[[ Provided entries open ]]
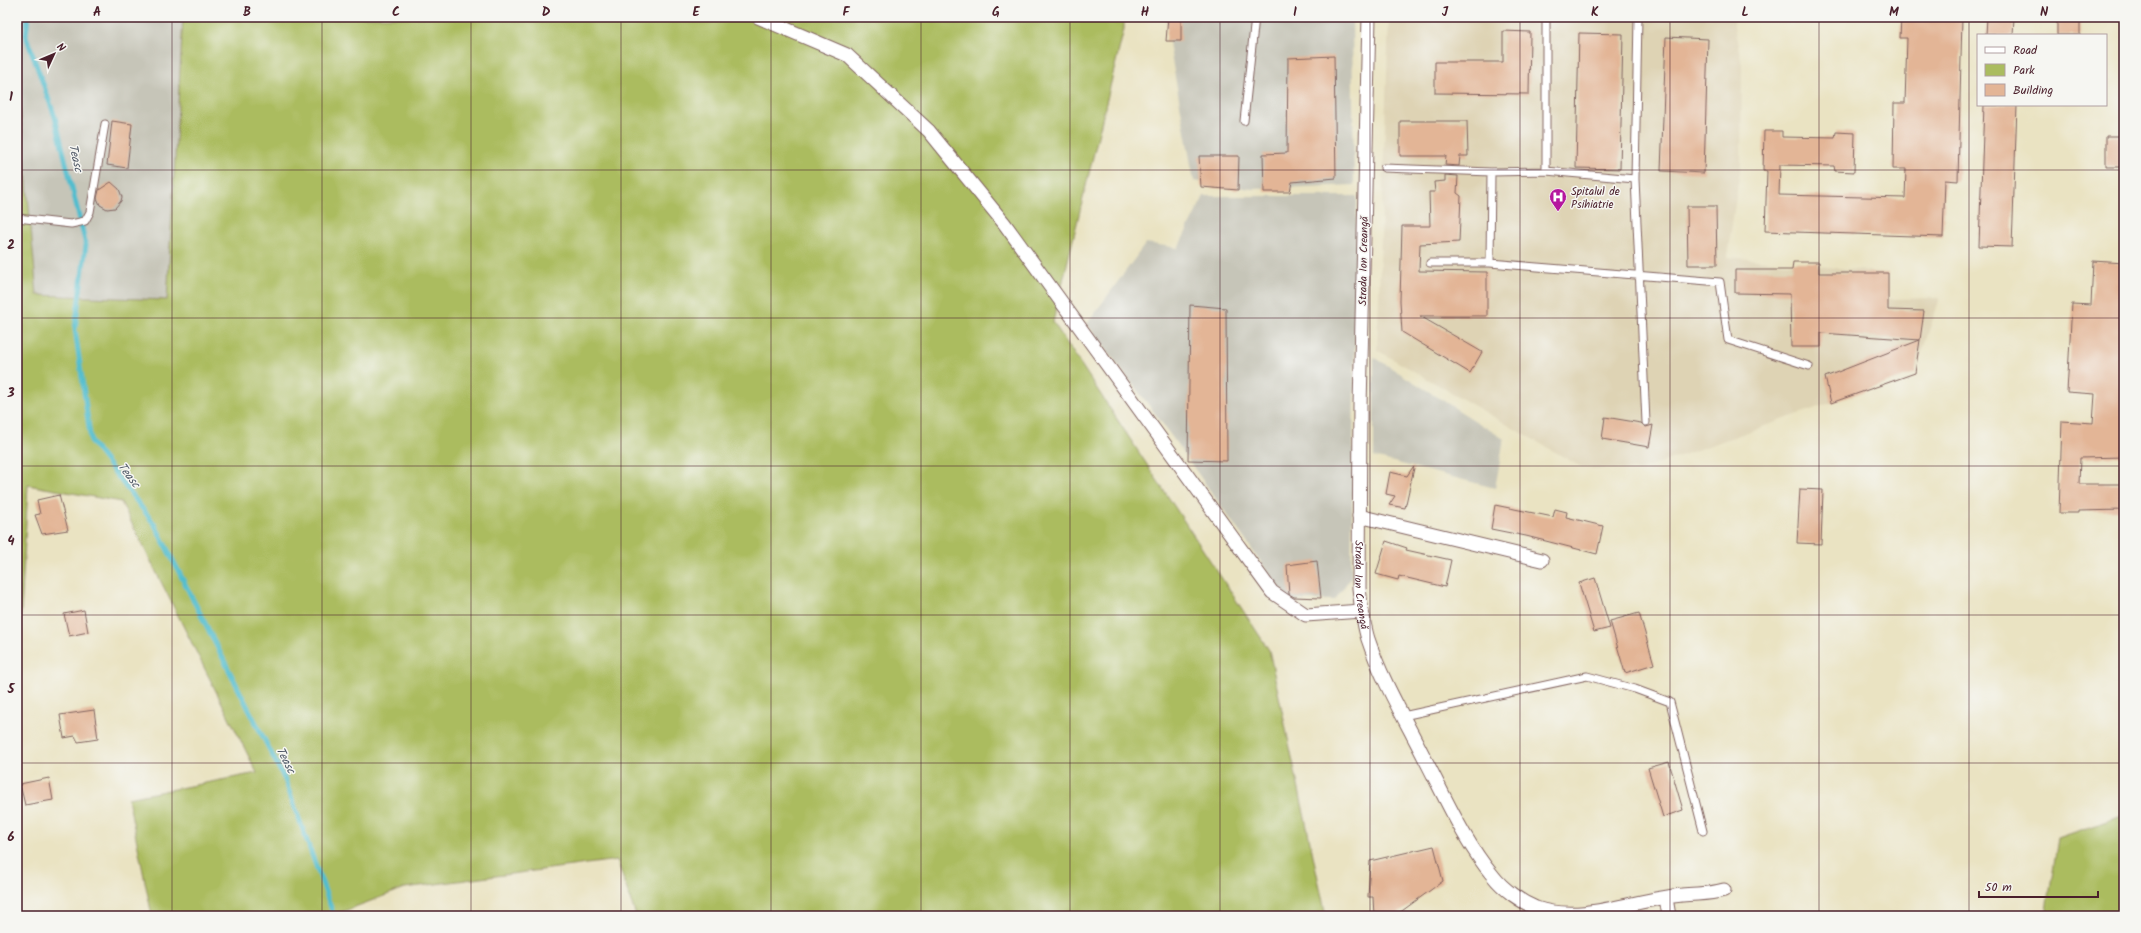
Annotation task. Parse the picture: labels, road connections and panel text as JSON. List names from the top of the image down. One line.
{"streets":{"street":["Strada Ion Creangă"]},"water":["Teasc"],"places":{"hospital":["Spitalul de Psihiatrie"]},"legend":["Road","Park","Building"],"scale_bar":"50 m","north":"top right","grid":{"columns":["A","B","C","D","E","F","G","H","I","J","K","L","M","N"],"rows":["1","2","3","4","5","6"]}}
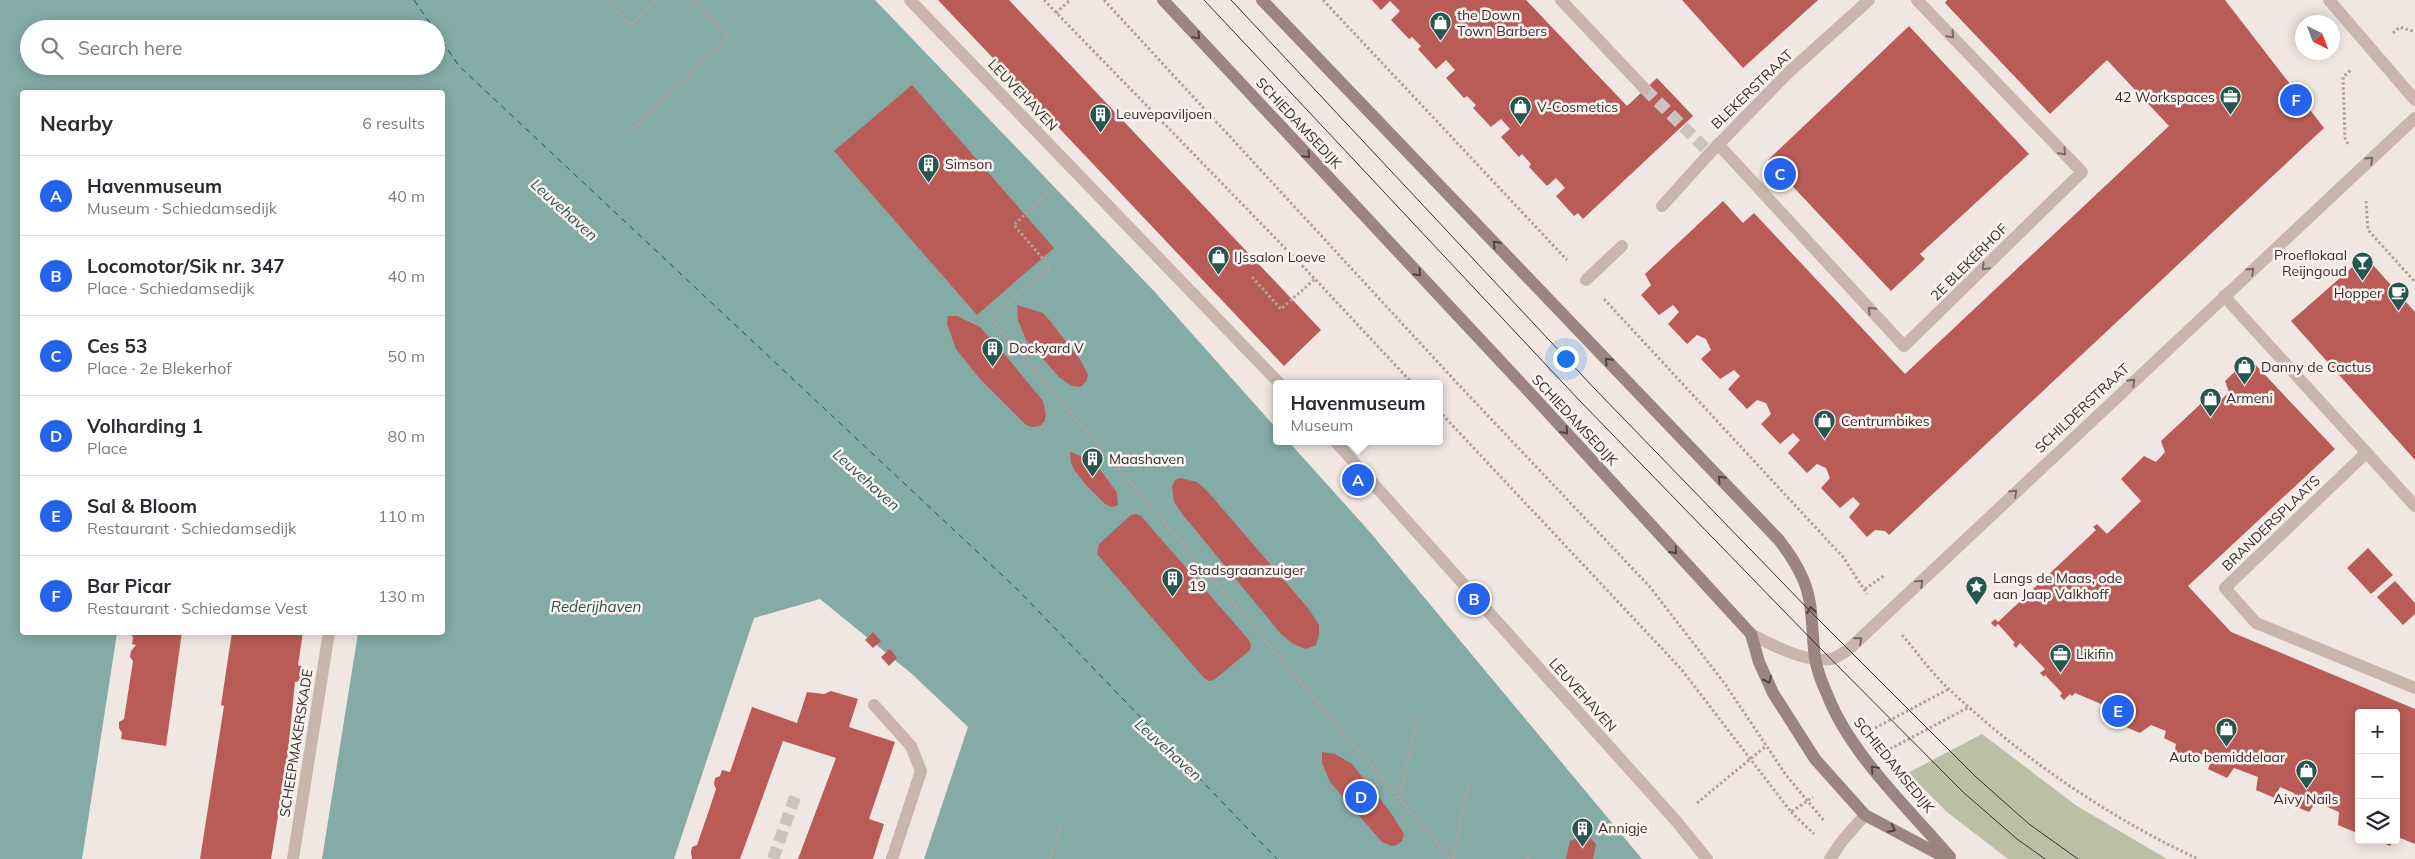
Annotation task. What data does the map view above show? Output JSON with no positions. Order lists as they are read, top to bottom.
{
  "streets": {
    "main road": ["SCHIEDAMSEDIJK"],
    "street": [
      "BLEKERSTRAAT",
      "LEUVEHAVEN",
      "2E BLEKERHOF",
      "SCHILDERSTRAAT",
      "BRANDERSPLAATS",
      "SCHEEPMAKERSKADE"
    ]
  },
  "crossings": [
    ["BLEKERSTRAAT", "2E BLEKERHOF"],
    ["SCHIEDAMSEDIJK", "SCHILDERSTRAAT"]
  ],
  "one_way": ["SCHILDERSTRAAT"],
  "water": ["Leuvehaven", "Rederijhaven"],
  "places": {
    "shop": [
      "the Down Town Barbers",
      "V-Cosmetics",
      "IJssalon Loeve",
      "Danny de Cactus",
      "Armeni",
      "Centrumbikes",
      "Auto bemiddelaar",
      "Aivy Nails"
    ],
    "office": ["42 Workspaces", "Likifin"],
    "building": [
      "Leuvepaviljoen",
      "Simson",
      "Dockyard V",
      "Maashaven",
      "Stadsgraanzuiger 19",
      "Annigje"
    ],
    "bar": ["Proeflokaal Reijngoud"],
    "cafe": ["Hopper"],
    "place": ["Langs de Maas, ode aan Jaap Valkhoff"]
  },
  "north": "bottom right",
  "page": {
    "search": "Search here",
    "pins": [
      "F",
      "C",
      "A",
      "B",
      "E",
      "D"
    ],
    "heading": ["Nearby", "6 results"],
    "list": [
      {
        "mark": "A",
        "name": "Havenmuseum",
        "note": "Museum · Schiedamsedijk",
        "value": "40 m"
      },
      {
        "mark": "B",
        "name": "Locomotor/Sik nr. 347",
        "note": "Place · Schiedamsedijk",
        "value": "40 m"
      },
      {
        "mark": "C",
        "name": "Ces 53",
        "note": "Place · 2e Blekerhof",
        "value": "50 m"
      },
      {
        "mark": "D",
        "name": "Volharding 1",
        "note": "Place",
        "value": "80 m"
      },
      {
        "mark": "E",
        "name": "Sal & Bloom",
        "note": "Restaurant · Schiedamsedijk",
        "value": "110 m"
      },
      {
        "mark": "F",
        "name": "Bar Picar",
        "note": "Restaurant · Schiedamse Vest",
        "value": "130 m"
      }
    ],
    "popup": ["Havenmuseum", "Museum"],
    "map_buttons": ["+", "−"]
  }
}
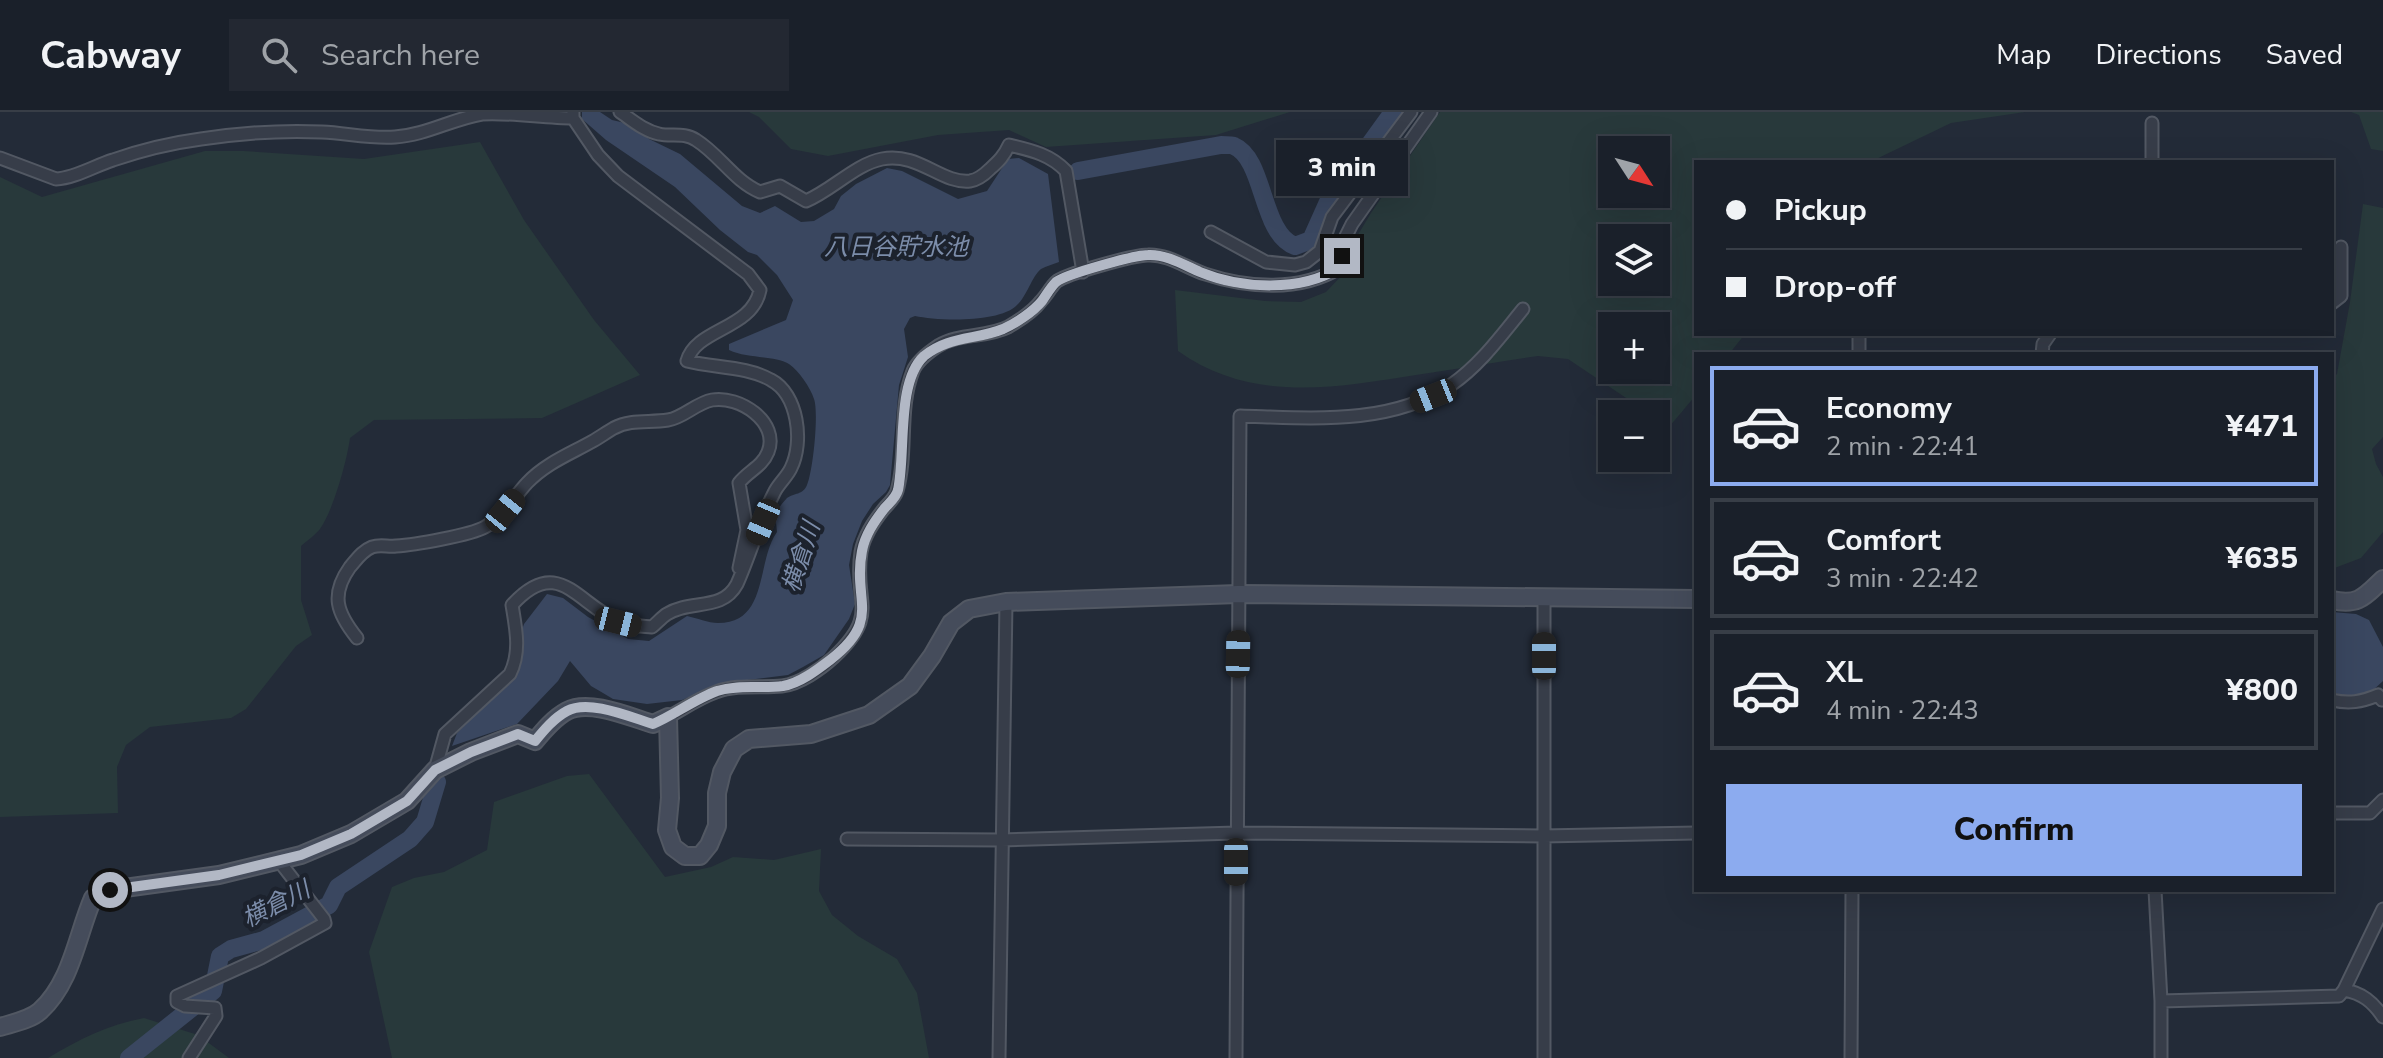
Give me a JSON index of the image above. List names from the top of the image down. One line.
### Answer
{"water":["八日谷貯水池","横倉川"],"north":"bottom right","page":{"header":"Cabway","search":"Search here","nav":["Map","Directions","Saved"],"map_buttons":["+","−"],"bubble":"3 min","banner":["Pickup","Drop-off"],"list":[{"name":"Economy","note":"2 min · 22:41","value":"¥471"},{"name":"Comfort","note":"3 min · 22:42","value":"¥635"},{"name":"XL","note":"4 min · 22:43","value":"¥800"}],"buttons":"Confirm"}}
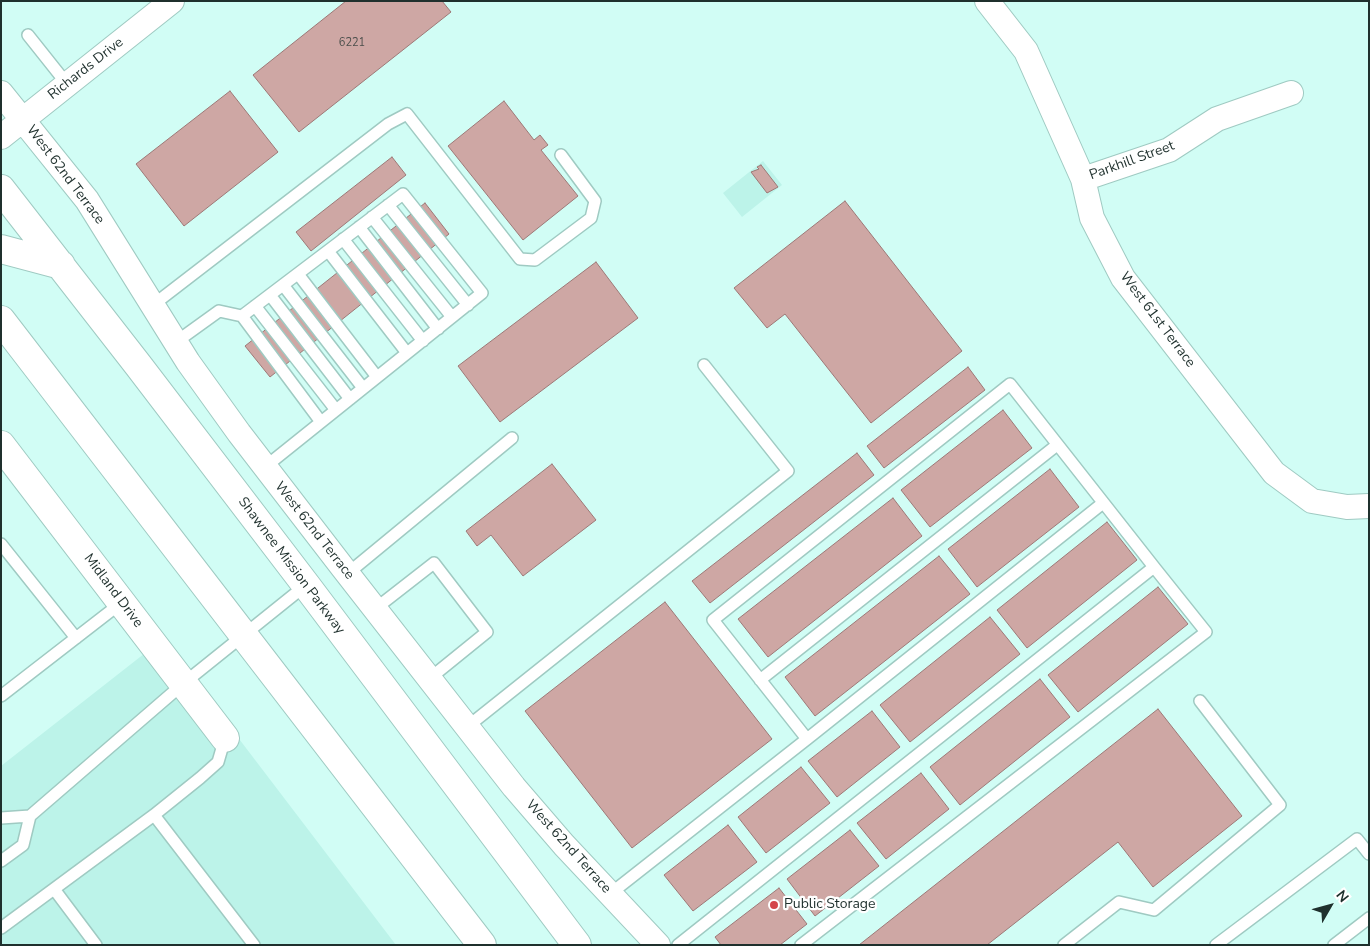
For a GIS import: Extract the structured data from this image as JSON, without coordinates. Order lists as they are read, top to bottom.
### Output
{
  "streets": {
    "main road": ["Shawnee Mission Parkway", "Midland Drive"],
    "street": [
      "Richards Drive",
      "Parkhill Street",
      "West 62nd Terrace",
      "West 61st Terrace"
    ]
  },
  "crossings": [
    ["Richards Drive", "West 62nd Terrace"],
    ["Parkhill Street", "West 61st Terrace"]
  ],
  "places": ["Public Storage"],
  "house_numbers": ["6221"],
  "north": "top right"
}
[[ Provided entries closed ]]
* Work instructions *
Print the data once more without any change, skipping each picture.

* Exercise output *
Annotation task. Parse the picture: labels, road connections and panel text as JSON. List names from the top of the image down. One line.
{"streets":{"street":["Strada Ion Creangă"]},"water":["Teasc"],"places":{"hospital":["Spitalul de Psihiatrie"]},"legend":["Road","Park","Building"],"scale_bar":"50 m","north":"top right","grid":{"columns":["A","B","C","D","E","F","G","H","I","J","K","L","M","N"],"rows":["1","2","3","4","5","6"]}}
Annotation task. What data does the map view above show? Output JSON with no positions. Order lists as they are read, top to bottom.
{
  "streets": {
    "main road": ["SCHIEDAMSEDIJK"],
    "street": [
      "BLEKERSTRAAT",
      "LEUVEHAVEN",
      "2E BLEKERHOF",
      "SCHILDERSTRAAT",
      "BRANDERSPLAATS",
      "SCHEEPMAKERSKADE"
    ]
  },
  "crossings": [
    ["BLEKERSTRAAT", "2E BLEKERHOF"],
    ["SCHIEDAMSEDIJK", "SCHILDERSTRAAT"]
  ],
  "one_way": ["SCHILDERSTRAAT"],
  "water": ["Leuvehaven", "Rederijhaven"],
  "places": {
    "shop": [
      "the Down Town Barbers",
      "V-Cosmetics",
      "IJssalon Loeve",
      "Danny de Cactus",
      "Armeni",
      "Centrumbikes",
      "Auto bemiddelaar",
      "Aivy Nails"
    ],
    "office": ["42 Workspaces", "Likifin"],
    "building": [
      "Leuvepaviljoen",
      "Simson",
      "Dockyard V",
      "Maashaven",
      "Stadsgraanzuiger 19",
      "Annigje"
    ],
    "bar": ["Proeflokaal Reijngoud"],
    "cafe": ["Hopper"],
    "place": ["Langs de Maas, ode aan Jaap Valkhoff"]
  },
  "north": "bottom right",
  "page": {
    "search": "Search here",
    "pins": [
      "F",
      "C",
      "A",
      "B",
      "E",
      "D"
    ],
    "heading": ["Nearby", "6 results"],
    "list": [
      {
        "mark": "A",
        "name": "Havenmuseum",
        "note": "Museum · Schiedamsedijk",
        "value": "40 m"
      },
      {
        "mark": "B",
        "name": "Locomotor/Sik nr. 347",
        "note": "Place · Schiedamsedijk",
        "value": "40 m"
      },
      {
        "mark": "C",
        "name": "Ces 53",
        "note": "Place · 2e Blekerhof",
        "value": "50 m"
      },
      {
        "mark": "D",
        "name": "Volharding 1",
        "note": "Place",
        "value": "80 m"
      },
      {
        "mark": "E",
        "name": "Sal & Bloom",
        "note": "Restaurant · Schiedamsedijk",
        "value": "110 m"
      },
      {
        "mark": "F",
        "name": "Bar Picar",
        "note": "Restaurant · Schiedamse Vest",
        "value": "130 m"
      }
    ],
    "popup": ["Havenmuseum", "Museum"],
    "map_buttons": ["+", "−"]
  }
}
Give me a JSON index of the image above. List names from the top of the image down. One line.
### Answer
{"water":["八日谷貯水池","横倉川"],"north":"bottom right","page":{"header":"Cabway","search":"Search here","nav":["Map","Directions","Saved"],"map_buttons":["+","−"],"bubble":"3 min","banner":["Pickup","Drop-off"],"list":[{"name":"Economy","note":"2 min · 22:41","value":"¥471"},{"name":"Comfort","note":"3 min · 22:42","value":"¥635"},{"name":"XL","note":"4 min · 22:43","value":"¥800"}],"buttons":"Confirm"}}
For a GIS import: Extract the structured data from this image as JSON, without coordinates. Order lists as they are read, top to bottom.
### Output
{
  "streets": {
    "main road": ["Shawnee Mission Parkway", "Midland Drive"],
    "street": [
      "Richards Drive",
      "Parkhill Street",
      "West 62nd Terrace",
      "West 61st Terrace"
    ]
  },
  "crossings": [
    ["Richards Drive", "West 62nd Terrace"],
    ["Parkhill Street", "West 61st Terrace"]
  ],
  "places": ["Public Storage"],
  "house_numbers": ["6221"],
  "north": "top right"
}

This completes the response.